In an interview with CNN’s “State of the Union” show, on Sunday, Mark Meadows, the White House chief of staff, seemed to admit that the Trump Administration has largely given up on efforts to contain the virus’s spread. “We’re not going to control the pandemic,” Meadows told Jake Tapper. “We are going to control the fact that we get vaccines, therapeutics, and other mitigations.” When Tapper followed up and asked Meadows why we aren’t going to get control of the pandemic, he replied, “Because it is a contagious virus, just like the flu.”
Also on Sunday, CBS News and the polling firm YouGov published new polls that show Joe Biden holding narrow leads over Trump in Florida and North Carolina, two states that the Trump campaign must win. Separately, a new survey of registered voters, conducted for the Dallas Morning News and the University of Texas at Tyler showed Biden running two points ahead of Trump in Texas, a state that last voted for a Democratic Presidential candidate in 1976. “Texas remains a tossup because of the public’s attitudes toward President Trump,” Mark Owens, a political scientist who directed the poll, told the paper. Among independent voters, Trump’s approval rating is just thirty per cent, and his disapproval rating is fifty-seven per cent, the poll showed.
This Dallas Morning News/University of Texas at Tyler survey is just one of many, of course, and it could turn out to be wrong. The forecasting models from FiveThirtyEight and The Economist both suggest that Trump is likely to carry Texas.
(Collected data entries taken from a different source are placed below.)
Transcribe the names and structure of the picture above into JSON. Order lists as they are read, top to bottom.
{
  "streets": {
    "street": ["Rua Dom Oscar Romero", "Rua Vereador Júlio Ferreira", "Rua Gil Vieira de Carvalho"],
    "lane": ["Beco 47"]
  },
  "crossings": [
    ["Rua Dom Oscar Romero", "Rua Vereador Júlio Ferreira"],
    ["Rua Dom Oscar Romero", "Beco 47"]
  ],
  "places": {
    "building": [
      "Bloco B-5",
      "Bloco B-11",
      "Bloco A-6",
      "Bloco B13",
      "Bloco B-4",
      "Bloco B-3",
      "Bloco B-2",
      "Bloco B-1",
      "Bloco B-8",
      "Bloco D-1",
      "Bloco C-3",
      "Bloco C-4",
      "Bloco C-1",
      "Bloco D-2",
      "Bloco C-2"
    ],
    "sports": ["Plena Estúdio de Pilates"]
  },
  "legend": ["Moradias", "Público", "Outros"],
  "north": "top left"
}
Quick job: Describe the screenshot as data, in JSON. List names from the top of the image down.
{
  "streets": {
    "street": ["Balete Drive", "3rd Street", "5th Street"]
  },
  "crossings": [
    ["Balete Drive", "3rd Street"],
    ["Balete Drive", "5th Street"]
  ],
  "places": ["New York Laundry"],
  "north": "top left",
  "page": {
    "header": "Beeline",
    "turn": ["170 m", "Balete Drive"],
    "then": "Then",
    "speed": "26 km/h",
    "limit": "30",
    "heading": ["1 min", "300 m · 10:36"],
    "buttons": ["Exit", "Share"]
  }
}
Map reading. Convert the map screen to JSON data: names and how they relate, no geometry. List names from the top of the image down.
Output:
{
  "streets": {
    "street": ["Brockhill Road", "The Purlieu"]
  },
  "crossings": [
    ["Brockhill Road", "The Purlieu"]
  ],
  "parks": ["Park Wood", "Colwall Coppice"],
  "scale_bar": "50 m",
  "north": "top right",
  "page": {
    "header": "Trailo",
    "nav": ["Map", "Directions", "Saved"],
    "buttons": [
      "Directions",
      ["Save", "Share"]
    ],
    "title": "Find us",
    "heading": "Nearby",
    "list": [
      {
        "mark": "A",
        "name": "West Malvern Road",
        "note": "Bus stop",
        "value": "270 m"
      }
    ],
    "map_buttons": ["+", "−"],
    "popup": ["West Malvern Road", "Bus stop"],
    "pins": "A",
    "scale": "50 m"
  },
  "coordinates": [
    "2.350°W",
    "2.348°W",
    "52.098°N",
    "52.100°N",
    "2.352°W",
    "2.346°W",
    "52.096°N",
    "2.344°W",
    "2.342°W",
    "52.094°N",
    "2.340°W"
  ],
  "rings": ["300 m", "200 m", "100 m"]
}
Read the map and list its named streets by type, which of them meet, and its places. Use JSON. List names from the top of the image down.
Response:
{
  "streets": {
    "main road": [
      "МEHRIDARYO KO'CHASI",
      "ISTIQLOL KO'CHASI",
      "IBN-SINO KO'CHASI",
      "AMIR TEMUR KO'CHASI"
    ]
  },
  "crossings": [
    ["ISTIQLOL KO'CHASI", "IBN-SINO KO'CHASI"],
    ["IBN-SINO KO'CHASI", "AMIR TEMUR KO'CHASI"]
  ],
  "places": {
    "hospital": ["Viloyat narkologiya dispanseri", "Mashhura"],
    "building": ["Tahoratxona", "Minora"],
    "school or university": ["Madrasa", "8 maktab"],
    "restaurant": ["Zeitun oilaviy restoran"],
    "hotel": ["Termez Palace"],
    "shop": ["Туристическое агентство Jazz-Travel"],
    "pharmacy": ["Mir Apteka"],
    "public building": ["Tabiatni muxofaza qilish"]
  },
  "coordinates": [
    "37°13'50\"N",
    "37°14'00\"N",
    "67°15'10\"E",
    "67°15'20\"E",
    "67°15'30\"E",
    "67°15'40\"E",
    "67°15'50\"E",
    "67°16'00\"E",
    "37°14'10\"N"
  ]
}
But, taking the most recent polling as a whole, there is little sign of the big shift in critical states that Trump needs, and there is plentiful evidence that the pandemic is hurting him.
Consider North Carolina, which voted for Barack Obama in 2008 but went Republican in the past two Presidential elections. In 2016, Trump’s victory over Hillary Clinton was largely based on seniors, whom he carried by twenty-three points—sixty per cent to thirty-seven per cent—according to exit polls. Fast forward to today, and the new CBS News/YouGov poll indicates that Biden is leading Trump by two points—fifty to forty-eight—among likely voters aged sixty-five and over. That’s a huge swing.
Though it’s hard to say how much of this shift can be attributed to any one factor, the pandemic certainly seems to be playing a role. According to the same survey, Trump is trailing Biden among North Carolina seniors by seven points on the question of who would best handle the coronavirus outbreak. In response to other questions from the pollsters, more than half of seniors said that Trump is describing the pandemic as better than it really is, and, of these people, more than three-quarters said that he’s doing it because he “wants to ignore a real problem.”
As Trump crisscrosses the country this week in an effort to rally his base and counteract Biden’s big advantage in paid media, he would love to change the subject—to Hunter Biden, the economy, immigration, anything but the pandemic. But nearly sixty million Americans have already voted, and the virus is still spreading rapidly. In a year defined by the coronavirus, it looks like the election may well be defined by it, too.